We seemed to be at a crossroads where his desire to explore had overtaken his sense of self-preservation. He was at an age where dark nights with friends were more appealing than being at home, but it scared me. There has been a lot of knife crime in our area, there are people he was in school with with murder sentences now, but it never occurred to me that the greatest threat for the safety of MB could be himself.
The ten minutes it took for his mother to come, after I explained how bad it was, gave me enough time to tell MB that I had seen the video, that it wasn’t It wasn’t a good situation at all and he should stay in his room until I called him.

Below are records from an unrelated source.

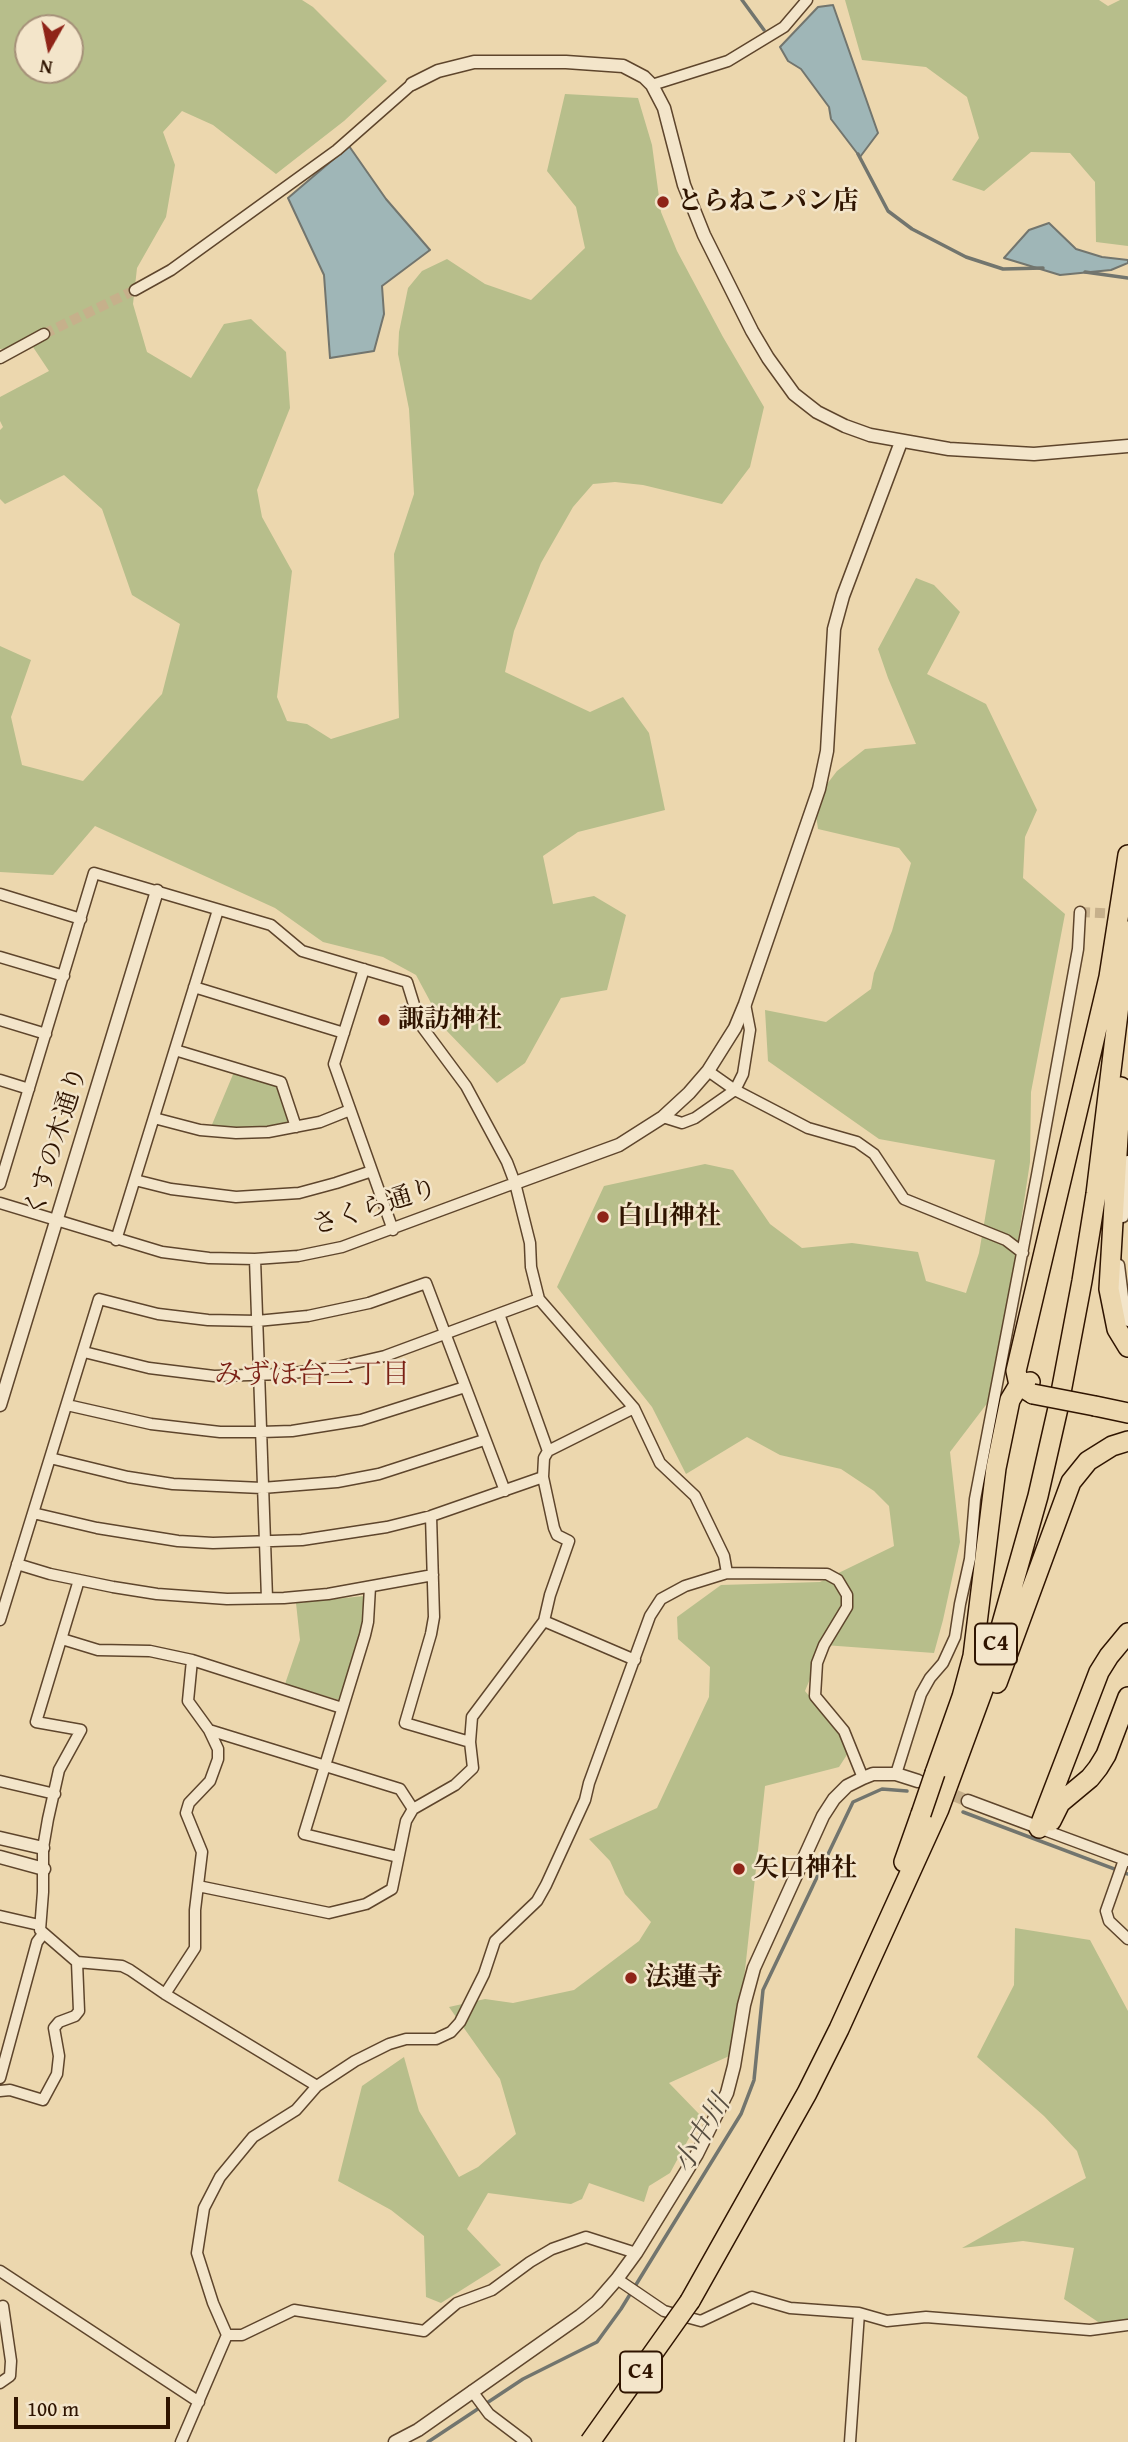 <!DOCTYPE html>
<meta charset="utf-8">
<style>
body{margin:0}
#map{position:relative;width:1128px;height:2442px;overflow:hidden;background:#ecd7ae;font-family:"Gentium Book Plus",serif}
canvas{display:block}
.north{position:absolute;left:14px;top:14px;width:70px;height:70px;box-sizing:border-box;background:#f3e5ca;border:2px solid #a59179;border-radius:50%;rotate:189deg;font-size:19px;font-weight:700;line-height:28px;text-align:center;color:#2f1400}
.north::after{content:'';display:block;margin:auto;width:24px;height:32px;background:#8f2418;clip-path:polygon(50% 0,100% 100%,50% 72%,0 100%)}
.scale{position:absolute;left:14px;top:2397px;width:156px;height:32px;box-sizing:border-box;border:4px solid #2f1400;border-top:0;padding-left:9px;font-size:21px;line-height:24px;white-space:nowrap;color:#2f1400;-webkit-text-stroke:5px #f3e5ca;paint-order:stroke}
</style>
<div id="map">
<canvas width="1128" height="2442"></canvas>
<div class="north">N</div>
<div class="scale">100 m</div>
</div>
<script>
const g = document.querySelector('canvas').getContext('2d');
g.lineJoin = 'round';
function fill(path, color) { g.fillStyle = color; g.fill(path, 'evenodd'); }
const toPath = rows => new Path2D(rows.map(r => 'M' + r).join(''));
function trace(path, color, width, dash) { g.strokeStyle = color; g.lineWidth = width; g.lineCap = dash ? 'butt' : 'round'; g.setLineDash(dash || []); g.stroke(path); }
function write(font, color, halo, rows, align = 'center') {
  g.font = font + ' "Gentium Book Plus","Noto Serif JP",serif'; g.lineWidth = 5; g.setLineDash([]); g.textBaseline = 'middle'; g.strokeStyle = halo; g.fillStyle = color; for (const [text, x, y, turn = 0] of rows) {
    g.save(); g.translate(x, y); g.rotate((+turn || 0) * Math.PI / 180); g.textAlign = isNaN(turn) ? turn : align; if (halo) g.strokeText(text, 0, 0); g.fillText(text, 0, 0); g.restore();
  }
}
fill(toPath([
 [0,0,302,0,313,7,387,81,344,121,276,174,213,125,182,111,163,132,175,165,166,217,137,268,133,304,147,352,191,378,224,324,251,319,286,352,290,408,257,490,262,517,292,571,277,697,287,721,307,724,331,739,399,718,394,554,414,494,409,409,398,354,399,332,408,288,422,271,447,259,485,284,531,300,585,248,576,207,547,171,565,94,638,98,652,145,661,212,677,251,723,337,764,407,750,467,722,504,643,485,615,482,593,484,573,507,541,563,514,631,505,672,590,712,623,697,649,733,665,810,578,832,543,856,553,904,594,896,626,915,607,990,561,998,525,1063,497,1083,445,1029,416,975,383,957,323,942,275,908,95,826,53,875,0,872,0,646,31,660,11,717,22,765,83,781,162,694,180,624,132,595,102,509,64,475,5,504,0,499,0,430,3,427,0,421,0,397,49,371,33,347,0,349],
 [28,28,70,28,70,70,28,70],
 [845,0,1099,0,1108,6,1120,0,1128,0,1128,246,1096,242,1095,182,1070,153,1031,152,984,191,952,180,979,138,967,97,926,67,862,60],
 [916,578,934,585,960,612,927,674,986,704,1037,810,1025,837,1023,878,1065,914,1031,1092,1030,1162,995,1393,950,1452,960,1542,943,1620,934,1653,824,1645,805,1691,852,1747,839,1767,765,1786,736,2053,669,2083,701,2116,670,2173,649,2186,644,2202,589,2183,582,2199,571,2204,488,2193,467,2229,501,2265,441,2303,426,2297,424,2236,391,2210,338,2181,362,2086,404,2057,419,2111,459,2177,478,2167,516,2134,500,2079,449,2007,485,1999,513,2003,574,1990,639,1941,651,1922,625,1894,610,1861,589,1839,657,1808,709,1697,710,1667,678,1639,677,1617,721,1585,820,1582,894,1546,889,1506,874,1491,841,1469,780,1455,747,1437,686,1474,652,1407,557,1287,604,1186,705,1164,733,1170,770,1224,802,1248,852,1243,918,1252,926,1281,966,1293,979,1253,995,1160,879,1139,768,1061,765,1010,826,1022,871,989,874,973,892,931,911,863,899,848,818,829,814,801,837,771,865,749,916,744,888,678,878,649],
 [234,1072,277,1085,290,1123,268,1128,211,1127],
 [364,1596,363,1622,339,1700,285,1684,300,1640,296,1603],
 [1015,1928,1090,1940,1128,2011,1128,2329,1110,2330,1064,2299,1074,2248,1023,2241,962,2248,1086,2178,1077,2151,1044,2116,977,2057,1014,1985]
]), '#b7be8b');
const water = toPath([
 [833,5,878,133,860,157,831,119,829,107,801,69,788,61,780,47,818,7,833,5],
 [349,146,386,199,430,250,382,286,384,314,374,351,330,358,324,275,288,198,349,146],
 [1049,223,1076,249,1102,257,1128,260,1128,263,1111,270,1060,275,1004,258,1029,230,1049,223]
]);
fill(water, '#9fb6b7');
trace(water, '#72756e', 2);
trace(toPath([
 [742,0,764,30],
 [858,154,888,211,912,229,966,257,1003,269,1043,268],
 [1085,272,1128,278],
 [963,1812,1128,1874],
 [428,2442,523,2379,597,2342,621,2309,741,2114,754,2080,763,1990,853,1802,882,1789,907,1791]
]), '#72756e', 3.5);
trace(toPath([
 [44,334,135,290],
 [1080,912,1122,914]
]), '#c6b08b', 10, [10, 5]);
trace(toPath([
 [939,1789,968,1801]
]), '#c6b08b', 12, [12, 6]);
const minor = toPath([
 [652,85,728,61,784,27,807,0],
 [135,290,171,270,337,150,412,84],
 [0,358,44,334],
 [0,894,81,919],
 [0,957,64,976],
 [364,969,334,1064,393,1230],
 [194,987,344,1033],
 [0,1020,46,1034],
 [175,1050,281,1082,296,1127],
 [708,1071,735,1090,808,1128,857,1142,874,1154,904,1199,1006,1240,1023,1253],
 [0,1080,29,1089],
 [663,1117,682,1123,695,1118,735,1090,743,1074,750,1030,745,1004],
 [154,1118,200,1130,236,1133,268,1132,320,1122,350,1110],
 [135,1180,171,1189,236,1197,299,1193,336,1183,372,1171],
 [0,1184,94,873,271,925,302,951,407,982,420,1024,466,1086,507,1162,515,1183,530,1243,531,1267,539,1299,634,1408,660,1463,695,1496,724,1556,727,1573],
 [0,1203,162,1252,209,1258,255,1259,298,1256,342,1247,515,1183],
 [1123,1217,1128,1161],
 [116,1240,218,910],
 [255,1259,267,1598],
 [1119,1265,1125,1313,1128,1321],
 [499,1314,548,1451],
 [84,1352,149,1368,214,1376,285,1374,333,1368,385,1356,539,1299],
 [67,1405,151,1424,220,1432,261,1432,292,1431,361,1420,465,1387],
 [50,1458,128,1477,173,1484,262,1488,337,1482,379,1474,484,1440],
 [33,1513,97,1528,178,1541,213,1543,302,1540,387,1527,431,1516,543,1477],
 [431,1516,434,1617,431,1634,405,1723,470,1742],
 [17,1564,50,1574,113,1587,157,1594,227,1599,284,1598,328,1594,433,1575],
 [79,1580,36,1722,81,1730,59,1770,48,1819,43,1848,43,1892,40,1930,77,1962,122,1966,130,1970,165,1994,317,2086],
 [370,1587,368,1622,365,1635,304,1834,398,1857],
 [0,1620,99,1299,158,1314,208,1320,257,1321,308,1316,369,1303,426,1283,505,1491],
 [544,1621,635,1660],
 [62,1639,98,1650,150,1651,192,1660,342,1708],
 [209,1730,400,1789,413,1809],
 [896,1774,921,1694,930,1678,943,1663,955,1637,960,1604,970,1559,975,1499,1037,1175,1078,949,1080,912],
 [0,1781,55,1794],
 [1047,1831,1128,1861],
 [1124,1860,1106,1911,1109,1921,1128,1939],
 [198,1886,329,1913,366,1904,392,1889,406,1821,413,1809,455,1785,473,1768,470,1742,472,1717,544,1621,550,1595,569,1541,557,1535,554,1528,543,1477,544,1458,548,1451,634,1408],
 [0,1916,39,1925],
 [165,1994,195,1948,195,1910,202,1852,186,1813,189,1803,210,1781,218,1759,218,1749,209,1730,188,1701,192,1660],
 [0,2078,37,1942,43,1934],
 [0,2091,10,2090,43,2100,57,2074,59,2056,54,2028,59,2022,75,2016,79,2011,77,1962],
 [0,2271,199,2402],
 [617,2279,664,2311,701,2321,752,2297,790,2308,859,2313,887,2321,926,2317,1090,2330,1128,2325],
 [0,2307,3,2306,11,2361,10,2376,0,2383],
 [227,2335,242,2335,294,2310,424,2331,457,2303,492,2290,530,2262,552,2249,586,2237,636,2253],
 [472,2391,489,2414,526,2442],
 [181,2442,227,2335,213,2303,197,2253,204,2208,220,2177,253,2137,296,2110,317,2086,355,2061,389,2044,406,2039,436,2039,451,2032,460,2022,484,1974,495,1941,537,1901,546,1885,585,1800,589,1783,650,1616,661,1599,685,1586,727,1573,827,1574,838,1580,847,1595,847,1607,824,1645,817,1663,815,1696,844,1731,863,1778],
 [850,2442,859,2313]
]);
const tertiary = toPath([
 [412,84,438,71,474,62,566,62,623,66,644,77,652,85,664,108,684,185,704,235,752,331,768,358,794,394,817,412,845,426,870,435,949,449,1034,454,1128,446],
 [515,1183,619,1145,663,1117,689,1093,708,1071,735,1028,745,1004,819,789,827,751,834,629,843,596,901,442],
 [0,1405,157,891],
 [968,1801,1043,1829],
 [0,1838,43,1848],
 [0,1857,44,1869],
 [395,2442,418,2430,580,2316,597,2302,617,2279,636,2253,697,2154,727,2093,734,2066,744,2005,754,1968,823,1816,834,1799,847,1786,863,1778,873,1774,896,1774,918,1781]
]);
const motorway = toPath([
 [1121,1087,1109,1289,1117,1329,1128,1347],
 [1033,1394,1019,1385,1016,1371,1109,977,1128,855],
 [1095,1406,1128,1413],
 [997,1683,1071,1482,1088,1461,1112,1446,1128,1441],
 [935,1773,962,1697,973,1656,996,1468,1010,1400,1019,1385,1030,1382],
 [1051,1821,1060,1803,1090,1778,1098,1768,1106,1755,1128,1697],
 [1039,1828,1099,1672,1109,1656,1128,1633],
 [904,1862,921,1814],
 [690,2301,807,2093,839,2029,939,1809,984,1687,1038,1496,1058,1408,1082,1281,1096,1194,1128,931]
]);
trace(minor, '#5e452c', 13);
trace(tertiary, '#5e452c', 15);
trace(motorway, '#2f1400', 22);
trace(minor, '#f3e5ca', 10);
trace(tertiary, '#f3e5ca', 12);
trace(motorway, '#ecd7ae', 19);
const motorwayBridge = toPath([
 [1033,1394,1095,1406],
 [921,1814,935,1773],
 [590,2442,690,2301]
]);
trace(motorwayBridge, '#2f1400', 22, []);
trace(motorwayBridge, '#ecd7ae', 19);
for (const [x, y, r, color] of [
 [663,202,7,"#8f2418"],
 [384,1020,7,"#8f2418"],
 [603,1217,7,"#8f2418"],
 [739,1869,7,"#8f2418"],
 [631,1978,7,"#8f2418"]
]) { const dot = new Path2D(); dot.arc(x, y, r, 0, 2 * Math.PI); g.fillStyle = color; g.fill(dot); trace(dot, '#f3e5ca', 2.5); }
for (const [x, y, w] of [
 [996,1644,42],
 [641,2372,42]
]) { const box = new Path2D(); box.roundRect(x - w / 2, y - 20.5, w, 41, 5); g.fillStyle = '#f3e5ca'; g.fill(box); trace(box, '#2f1400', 2); }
write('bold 24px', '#2f1400', null, [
 ["C4",996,1644],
 ["C4",641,2372]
]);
write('bold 26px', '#2f1400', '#f3e5ca', [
 ["とらねこパン店",677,202],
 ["諏訪神社",398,1020],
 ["白山神社",617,1217],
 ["矢口神社",753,1869],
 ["法蓮寺",645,1978]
], 'left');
write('26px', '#2f1400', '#f3e5ca', [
 ["くすの木通り",57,1142,-73],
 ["さくら通り",375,1208,-18]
]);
write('28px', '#7a1f14', '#f3e5ca', [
 ["みずほ台三丁目",312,1376]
]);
write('italic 28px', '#564d40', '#f3e5ca', [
 ["小中川",703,2135,-60]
]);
</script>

He said, “I knew what I was doing.
I replied, “I’m sure, but it’s when something unexpected happens that terrifies me. The guys who work on the cranes wear heavy duty boots and gloves.
Her mother looked stunned. I had never seen her this way before, like her whole world was coming to an end. I sat with her for 15 minutes in my room; we hadn’t been alone together since our divorce a decade ago. I explained that I thought the best thing we could do was listen to him and make him understand how afraid we were of losing him, rather than berating him (I didn’t want to push him to do it. more). I said she should leave without speaking, rather than be angry. Trying something different might make her realize that this was a higher level of concern. It was the first time in all this time that she had agreed to follow my point of view on things. MB was shocked when I told him that his mother was too upset to see him, that every moment we would have spent with him would be shattered if he had fallen from the crane.